[EXERCISE AIM]
Give back exactly the lines from the one that includes "Give me a JSON" to the last line below, both included, and no further lines.

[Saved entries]
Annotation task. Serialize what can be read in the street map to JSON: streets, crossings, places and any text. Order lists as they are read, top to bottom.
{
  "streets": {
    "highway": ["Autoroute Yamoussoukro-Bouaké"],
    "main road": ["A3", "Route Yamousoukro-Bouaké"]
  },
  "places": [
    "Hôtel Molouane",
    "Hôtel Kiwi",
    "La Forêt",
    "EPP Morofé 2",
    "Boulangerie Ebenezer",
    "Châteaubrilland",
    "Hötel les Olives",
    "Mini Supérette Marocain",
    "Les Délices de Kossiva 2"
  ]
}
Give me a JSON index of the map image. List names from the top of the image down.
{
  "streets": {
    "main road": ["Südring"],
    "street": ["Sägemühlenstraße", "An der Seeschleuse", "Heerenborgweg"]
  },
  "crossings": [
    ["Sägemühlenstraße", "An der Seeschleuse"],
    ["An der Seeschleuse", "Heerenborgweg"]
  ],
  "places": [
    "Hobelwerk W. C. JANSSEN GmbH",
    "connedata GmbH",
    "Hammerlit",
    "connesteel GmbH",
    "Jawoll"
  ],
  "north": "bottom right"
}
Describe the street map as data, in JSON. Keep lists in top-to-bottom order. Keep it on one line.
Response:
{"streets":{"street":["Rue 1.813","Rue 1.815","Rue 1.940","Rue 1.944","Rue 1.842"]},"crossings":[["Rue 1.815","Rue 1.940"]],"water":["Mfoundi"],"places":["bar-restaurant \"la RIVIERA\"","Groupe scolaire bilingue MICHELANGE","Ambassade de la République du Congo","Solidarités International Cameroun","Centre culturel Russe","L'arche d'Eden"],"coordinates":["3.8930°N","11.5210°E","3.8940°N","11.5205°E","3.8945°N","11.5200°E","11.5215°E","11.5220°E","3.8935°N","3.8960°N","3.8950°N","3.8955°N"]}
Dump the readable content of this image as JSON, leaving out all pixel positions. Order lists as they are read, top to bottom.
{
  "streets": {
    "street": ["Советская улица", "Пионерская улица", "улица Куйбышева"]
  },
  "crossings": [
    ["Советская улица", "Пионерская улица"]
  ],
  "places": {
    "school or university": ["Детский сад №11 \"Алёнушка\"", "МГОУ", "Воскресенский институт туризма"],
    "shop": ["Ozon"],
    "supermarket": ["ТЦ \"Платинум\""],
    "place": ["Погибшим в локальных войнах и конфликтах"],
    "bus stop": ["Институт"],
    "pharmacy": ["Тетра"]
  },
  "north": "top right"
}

[RESPONSE]
Give me a JSON index of the map image. List names from the top of the image down.
{
  "streets": {
    "main road": ["Südring"],
    "street": ["Sägemühlenstraße", "An der Seeschleuse", "Heerenborgweg"]
  },
  "crossings": [
    ["Sägemühlenstraße", "An der Seeschleuse"],
    ["An der Seeschleuse", "Heerenborgweg"]
  ],
  "places": [
    "Hobelwerk W. C. JANSSEN GmbH",
    "connedata GmbH",
    "Hammerlit",
    "connesteel GmbH",
    "Jawoll"
  ],
  "north": "bottom right"
}
Describe the street map as data, in JSON. Keep lists in top-to-bottom order. Keep it on one line.
Response:
{"streets":{"street":["Rue 1.813","Rue 1.815","Rue 1.940","Rue 1.944","Rue 1.842"]},"crossings":[["Rue 1.815","Rue 1.940"]],"water":["Mfoundi"],"places":["bar-restaurant \"la RIVIERA\"","Groupe scolaire bilingue MICHELANGE","Ambassade de la République du Congo","Solidarités International Cameroun","Centre culturel Russe","L'arche d'Eden"],"coordinates":["3.8930°N","11.5210°E","3.8940°N","11.5205°E","3.8945°N","11.5200°E","11.5215°E","11.5220°E","3.8935°N","3.8960°N","3.8950°N","3.8955°N"]}
Dump the readable content of this image as JSON, leaving out all pixel positions. Order lists as they are read, top to bottom.
{
  "streets": {
    "street": ["Советская улица", "Пионерская улица", "улица Куйбышева"]
  },
  "crossings": [
    ["Советская улица", "Пионерская улица"]
  ],
  "places": {
    "school or university": ["Детский сад №11 \"Алёнушка\"", "МГОУ", "Воскресенский институт туризма"],
    "shop": ["Ozon"],
    "supermarket": ["ТЦ \"Платинум\""],
    "place": ["Погибшим в локальных войнах и конфликтах"],
    "bus stop": ["Институт"],
    "pharmacy": ["Тетра"]
  },
  "north": "top right"
}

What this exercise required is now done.